Appliquées au domaine sportif, ces nouvelles dispositions législatives ont été retenues pour la première fois dans le cadre du litige opposant l'association de rugby Union Sportive Carcassonnaise à deux joueurs ayant bénéficié chacun d'une promesse d'embauche.

Dans un attendu de principe, la Cour de cassation, par deux arrêts du 21 septembre 2017 (n° 16-20103 et n° 16-20104), a précisé les définitions respectives de l’offre et de la promesse unilatérale de contrat de travail :

"Attendu que l’acte par lequel un employeur propose un engagement précisant l’emploi, la rémunération et la date d’entrée en fonction et exprime la volonté de son auteur d’être lié en cas d’acceptation, constitue une offre de contrat de travail, qui peut être librement rétractée tant qu’elle n’est pas parvenue à son destinataire ; que la rétractation de l’offre avant l’expiration du délai fixé par son auteur ou, à défaut, l’issue d’un délai raisonnable, fait obstacle à la conclusion du contrat de travail et engage la responsabilité extra-contractuelle de son auteur.

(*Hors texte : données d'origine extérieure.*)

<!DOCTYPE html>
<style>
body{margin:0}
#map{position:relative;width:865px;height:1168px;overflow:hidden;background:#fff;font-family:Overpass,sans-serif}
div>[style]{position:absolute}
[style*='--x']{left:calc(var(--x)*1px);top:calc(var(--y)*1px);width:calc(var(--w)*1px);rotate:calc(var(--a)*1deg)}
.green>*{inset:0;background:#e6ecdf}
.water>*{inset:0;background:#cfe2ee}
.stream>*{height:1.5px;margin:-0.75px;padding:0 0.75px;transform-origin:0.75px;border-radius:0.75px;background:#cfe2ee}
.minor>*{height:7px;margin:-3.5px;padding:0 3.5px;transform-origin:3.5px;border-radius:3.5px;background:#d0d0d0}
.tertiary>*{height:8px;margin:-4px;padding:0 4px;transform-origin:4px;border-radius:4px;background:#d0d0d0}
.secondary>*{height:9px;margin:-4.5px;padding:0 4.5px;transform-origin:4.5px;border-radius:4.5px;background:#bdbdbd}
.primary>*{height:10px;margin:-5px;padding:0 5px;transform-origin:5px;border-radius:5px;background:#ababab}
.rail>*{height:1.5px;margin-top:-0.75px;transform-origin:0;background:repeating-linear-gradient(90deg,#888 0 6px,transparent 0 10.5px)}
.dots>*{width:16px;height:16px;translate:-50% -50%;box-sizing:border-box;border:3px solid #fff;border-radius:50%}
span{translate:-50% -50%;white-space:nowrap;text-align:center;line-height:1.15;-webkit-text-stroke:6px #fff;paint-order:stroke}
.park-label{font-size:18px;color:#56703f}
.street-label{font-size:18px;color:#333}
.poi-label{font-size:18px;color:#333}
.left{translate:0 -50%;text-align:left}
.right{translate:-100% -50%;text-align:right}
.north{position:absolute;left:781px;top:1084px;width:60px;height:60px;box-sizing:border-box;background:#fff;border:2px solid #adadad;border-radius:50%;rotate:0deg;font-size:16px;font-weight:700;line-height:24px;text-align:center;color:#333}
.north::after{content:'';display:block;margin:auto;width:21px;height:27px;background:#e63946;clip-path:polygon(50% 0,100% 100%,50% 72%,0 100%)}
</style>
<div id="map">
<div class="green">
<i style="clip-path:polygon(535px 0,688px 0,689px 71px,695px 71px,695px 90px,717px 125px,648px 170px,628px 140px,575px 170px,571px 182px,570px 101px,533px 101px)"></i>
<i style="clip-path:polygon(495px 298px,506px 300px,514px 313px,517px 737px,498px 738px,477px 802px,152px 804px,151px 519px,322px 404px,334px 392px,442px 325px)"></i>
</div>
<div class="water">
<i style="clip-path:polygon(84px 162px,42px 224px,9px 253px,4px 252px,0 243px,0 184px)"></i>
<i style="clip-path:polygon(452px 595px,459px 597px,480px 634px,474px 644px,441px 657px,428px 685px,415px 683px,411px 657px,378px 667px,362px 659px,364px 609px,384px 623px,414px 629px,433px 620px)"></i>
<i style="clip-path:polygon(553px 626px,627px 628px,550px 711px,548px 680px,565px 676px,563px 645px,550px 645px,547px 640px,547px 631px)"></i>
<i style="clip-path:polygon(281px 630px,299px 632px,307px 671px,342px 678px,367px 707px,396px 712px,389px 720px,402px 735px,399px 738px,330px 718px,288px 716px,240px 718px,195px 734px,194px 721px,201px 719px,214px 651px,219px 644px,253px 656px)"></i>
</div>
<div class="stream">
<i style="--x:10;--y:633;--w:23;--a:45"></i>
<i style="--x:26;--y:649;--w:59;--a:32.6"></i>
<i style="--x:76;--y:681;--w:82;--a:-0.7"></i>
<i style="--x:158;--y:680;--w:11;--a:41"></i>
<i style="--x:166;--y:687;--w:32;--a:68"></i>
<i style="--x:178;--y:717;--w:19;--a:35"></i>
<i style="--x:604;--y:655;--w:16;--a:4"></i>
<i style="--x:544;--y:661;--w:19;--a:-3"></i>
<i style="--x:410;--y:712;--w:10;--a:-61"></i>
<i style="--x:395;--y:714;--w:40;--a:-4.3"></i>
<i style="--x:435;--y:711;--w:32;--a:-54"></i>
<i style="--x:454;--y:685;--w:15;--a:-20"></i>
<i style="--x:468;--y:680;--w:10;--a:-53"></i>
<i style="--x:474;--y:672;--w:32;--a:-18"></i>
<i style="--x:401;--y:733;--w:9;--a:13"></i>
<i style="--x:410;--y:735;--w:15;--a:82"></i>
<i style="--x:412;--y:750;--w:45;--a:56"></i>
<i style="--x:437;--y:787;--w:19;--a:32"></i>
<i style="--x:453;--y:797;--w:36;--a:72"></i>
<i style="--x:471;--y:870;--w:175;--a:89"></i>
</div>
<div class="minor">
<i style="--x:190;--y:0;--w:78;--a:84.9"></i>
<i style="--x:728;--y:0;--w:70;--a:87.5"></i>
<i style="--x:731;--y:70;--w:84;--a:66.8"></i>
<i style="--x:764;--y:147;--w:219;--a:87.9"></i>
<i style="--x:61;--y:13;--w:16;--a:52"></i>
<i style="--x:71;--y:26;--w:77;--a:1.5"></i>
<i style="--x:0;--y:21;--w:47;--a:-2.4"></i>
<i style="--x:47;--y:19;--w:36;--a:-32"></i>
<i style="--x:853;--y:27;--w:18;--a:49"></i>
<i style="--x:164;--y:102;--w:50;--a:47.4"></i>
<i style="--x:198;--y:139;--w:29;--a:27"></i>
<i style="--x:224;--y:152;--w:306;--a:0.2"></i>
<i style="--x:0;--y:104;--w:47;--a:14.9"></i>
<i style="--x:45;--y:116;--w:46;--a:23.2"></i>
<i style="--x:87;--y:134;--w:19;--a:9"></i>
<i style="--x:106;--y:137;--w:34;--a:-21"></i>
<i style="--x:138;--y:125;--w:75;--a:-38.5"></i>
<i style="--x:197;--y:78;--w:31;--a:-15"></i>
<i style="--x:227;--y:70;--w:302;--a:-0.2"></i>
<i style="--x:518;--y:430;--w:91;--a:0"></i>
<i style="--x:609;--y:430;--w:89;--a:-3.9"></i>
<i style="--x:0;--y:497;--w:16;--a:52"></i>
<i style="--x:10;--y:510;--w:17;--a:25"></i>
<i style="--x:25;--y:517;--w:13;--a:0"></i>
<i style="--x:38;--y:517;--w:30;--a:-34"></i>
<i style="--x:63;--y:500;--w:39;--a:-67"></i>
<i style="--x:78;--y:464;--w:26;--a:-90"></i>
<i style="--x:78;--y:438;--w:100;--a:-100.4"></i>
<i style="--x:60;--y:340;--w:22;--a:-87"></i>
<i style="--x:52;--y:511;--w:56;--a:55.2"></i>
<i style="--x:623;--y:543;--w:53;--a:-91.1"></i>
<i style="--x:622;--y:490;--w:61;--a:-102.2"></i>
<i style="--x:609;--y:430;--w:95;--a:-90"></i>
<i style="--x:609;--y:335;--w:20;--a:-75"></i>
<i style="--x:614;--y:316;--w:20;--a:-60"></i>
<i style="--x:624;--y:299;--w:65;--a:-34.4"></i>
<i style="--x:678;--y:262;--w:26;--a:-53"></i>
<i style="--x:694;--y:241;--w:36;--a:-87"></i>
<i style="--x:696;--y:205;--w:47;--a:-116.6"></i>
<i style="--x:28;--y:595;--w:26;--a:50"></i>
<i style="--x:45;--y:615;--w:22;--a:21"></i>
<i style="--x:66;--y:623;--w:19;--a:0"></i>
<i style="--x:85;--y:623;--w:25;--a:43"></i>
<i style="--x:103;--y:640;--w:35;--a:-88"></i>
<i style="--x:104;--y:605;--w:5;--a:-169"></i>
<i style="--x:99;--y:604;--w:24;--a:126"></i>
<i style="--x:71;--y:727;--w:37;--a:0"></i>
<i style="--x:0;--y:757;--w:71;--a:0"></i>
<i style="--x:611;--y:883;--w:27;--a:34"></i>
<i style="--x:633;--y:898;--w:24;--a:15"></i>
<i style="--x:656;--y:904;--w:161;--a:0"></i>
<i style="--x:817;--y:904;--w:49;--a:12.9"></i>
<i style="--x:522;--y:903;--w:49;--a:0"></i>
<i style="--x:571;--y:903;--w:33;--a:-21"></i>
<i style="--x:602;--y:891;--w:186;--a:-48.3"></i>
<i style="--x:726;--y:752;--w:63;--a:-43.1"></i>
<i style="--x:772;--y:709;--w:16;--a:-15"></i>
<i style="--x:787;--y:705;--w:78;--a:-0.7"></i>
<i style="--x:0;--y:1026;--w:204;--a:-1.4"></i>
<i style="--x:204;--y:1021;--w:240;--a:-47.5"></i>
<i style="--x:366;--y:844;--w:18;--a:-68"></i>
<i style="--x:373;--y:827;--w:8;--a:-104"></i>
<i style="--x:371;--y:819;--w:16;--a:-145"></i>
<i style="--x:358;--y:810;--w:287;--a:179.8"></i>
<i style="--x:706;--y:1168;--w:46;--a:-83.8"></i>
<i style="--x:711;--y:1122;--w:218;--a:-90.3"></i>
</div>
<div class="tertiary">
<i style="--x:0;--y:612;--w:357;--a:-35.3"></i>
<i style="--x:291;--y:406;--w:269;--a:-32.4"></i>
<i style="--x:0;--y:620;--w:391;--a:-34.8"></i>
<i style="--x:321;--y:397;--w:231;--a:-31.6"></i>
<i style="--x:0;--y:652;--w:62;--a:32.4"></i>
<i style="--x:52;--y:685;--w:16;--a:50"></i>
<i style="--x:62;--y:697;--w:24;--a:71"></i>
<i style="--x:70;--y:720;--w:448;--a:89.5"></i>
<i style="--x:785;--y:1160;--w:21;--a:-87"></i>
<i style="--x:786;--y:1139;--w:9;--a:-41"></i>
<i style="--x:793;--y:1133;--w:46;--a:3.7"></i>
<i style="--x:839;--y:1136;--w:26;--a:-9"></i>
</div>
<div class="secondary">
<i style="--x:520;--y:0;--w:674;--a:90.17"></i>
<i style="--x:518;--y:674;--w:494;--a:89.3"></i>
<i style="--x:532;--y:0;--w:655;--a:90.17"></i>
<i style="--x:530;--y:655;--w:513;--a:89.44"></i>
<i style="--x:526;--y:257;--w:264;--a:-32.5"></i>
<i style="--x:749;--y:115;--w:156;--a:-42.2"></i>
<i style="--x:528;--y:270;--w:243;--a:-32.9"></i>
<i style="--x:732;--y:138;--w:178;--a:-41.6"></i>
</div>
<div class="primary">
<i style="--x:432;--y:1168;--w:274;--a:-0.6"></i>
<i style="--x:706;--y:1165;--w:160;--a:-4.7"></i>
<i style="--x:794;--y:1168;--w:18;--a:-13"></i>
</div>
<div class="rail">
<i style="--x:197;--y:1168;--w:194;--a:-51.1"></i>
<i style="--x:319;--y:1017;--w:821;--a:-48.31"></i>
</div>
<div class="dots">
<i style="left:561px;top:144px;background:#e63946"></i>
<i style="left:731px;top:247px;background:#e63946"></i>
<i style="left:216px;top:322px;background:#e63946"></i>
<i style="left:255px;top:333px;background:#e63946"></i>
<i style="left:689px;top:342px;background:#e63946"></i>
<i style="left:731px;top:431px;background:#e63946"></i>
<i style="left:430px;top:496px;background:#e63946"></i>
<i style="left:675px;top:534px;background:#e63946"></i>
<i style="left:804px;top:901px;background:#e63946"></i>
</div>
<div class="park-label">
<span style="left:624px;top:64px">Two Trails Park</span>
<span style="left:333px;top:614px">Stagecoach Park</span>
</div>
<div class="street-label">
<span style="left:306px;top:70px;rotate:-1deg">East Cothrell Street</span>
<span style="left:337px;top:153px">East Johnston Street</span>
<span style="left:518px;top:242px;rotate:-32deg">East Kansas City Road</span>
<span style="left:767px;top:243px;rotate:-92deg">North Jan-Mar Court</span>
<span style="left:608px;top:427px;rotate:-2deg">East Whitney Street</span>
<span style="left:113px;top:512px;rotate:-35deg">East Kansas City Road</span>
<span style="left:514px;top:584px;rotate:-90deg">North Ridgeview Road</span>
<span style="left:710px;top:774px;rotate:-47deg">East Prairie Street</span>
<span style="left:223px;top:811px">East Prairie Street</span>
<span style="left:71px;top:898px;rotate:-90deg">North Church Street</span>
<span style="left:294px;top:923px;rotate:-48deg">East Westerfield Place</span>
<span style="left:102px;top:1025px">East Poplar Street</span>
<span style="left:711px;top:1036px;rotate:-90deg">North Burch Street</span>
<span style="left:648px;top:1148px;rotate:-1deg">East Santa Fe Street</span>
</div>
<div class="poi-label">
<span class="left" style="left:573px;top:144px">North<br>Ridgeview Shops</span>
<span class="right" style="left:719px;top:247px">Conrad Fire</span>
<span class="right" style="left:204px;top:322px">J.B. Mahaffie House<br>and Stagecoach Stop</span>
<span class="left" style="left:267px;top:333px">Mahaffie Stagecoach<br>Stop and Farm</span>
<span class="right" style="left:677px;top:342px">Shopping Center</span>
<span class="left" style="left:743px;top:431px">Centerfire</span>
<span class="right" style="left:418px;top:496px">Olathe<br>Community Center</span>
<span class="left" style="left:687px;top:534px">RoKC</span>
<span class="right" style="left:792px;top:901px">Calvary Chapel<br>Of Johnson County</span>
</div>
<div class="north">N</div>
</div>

Attendu, en revanche, que la promesse unilatérale de contrat de travail est le contrat par lequel une partie, le promettant, accorde à l’autre, le bénéficiaire, le droit d’opter pour la conclusion d’un contrat de travail, dont l’emploi, la rémunération et la date d’entrée en fonction sont déterminés, et pour la formation duquel ne manque que le consentement du bénéficiaire ; que la révocation de la promesse pendant le temps laissé au bénéficiaire pour opter n’empêche pas la formation du contrat de travail promis."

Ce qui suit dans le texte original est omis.